Elena Dellù, l’archeoantropologa che ha svolto le indagini preliminari sullo scheletro afferma: “Non possiamo sapere se la combustione registrata dalle ossa sia stata la causa della morte dell’individuo (probabilmente di sesso femminile) o se sia intervenuta successivamente alla sua morte, certo, se così fosse, non dovette passare molto tempo dal decesso perché il rogo interessò una salma non ancora scheletrizzata, quindi non decomposta. Lo scheletro non restituisce segni evidenti di morte violenta e neppure di gravi patologie registrate dalle ossa ad eccezione di un forte stato anemico, va comunque precisato che molte malattie virali o acute non avrebbero comunque lasciato tracce evidenti sulle ossa, quindi occorrerà attendere eventuali indagini specifiche per avere ulteriori dati”.

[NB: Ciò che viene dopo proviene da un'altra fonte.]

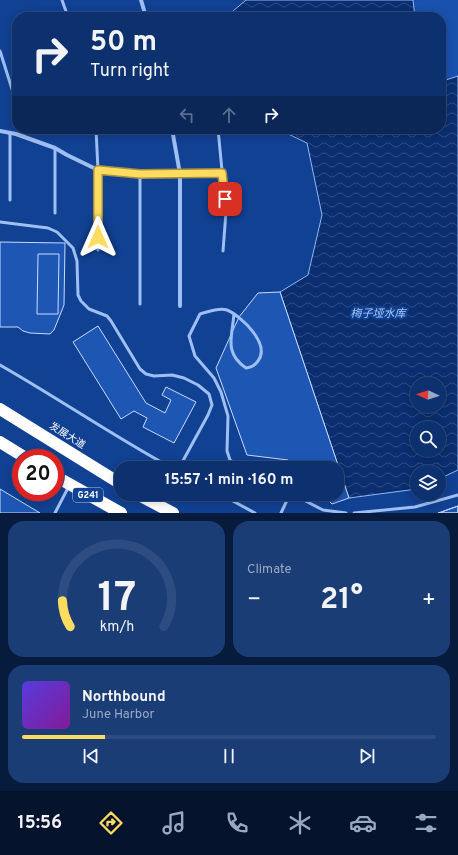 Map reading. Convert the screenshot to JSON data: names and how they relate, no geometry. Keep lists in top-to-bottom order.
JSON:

Concludono Pergola e Roascio: “per l’ottobre del 2016 è già programmata la terza campagna di scavo in concessione ministeriale, che ci auguriamo porterà ancora ulteriori novità ad un sito già ricchissimo di sorprese. Contestualmente allo scavo, assieme ai nostri preziosi sponsor Fondazione De Mari e Fondazione Lamboglia, organizzeremo un grande convegno internazionale proprio sulle sepolture anomale, che servirà a fare il punto a livello europeo su questa interessantissima tematica dell’archeologia funeraria e riporterà nuovamente Albenga al centro della ricerca, come lo fu ai tempi di Nino Lamboglia”.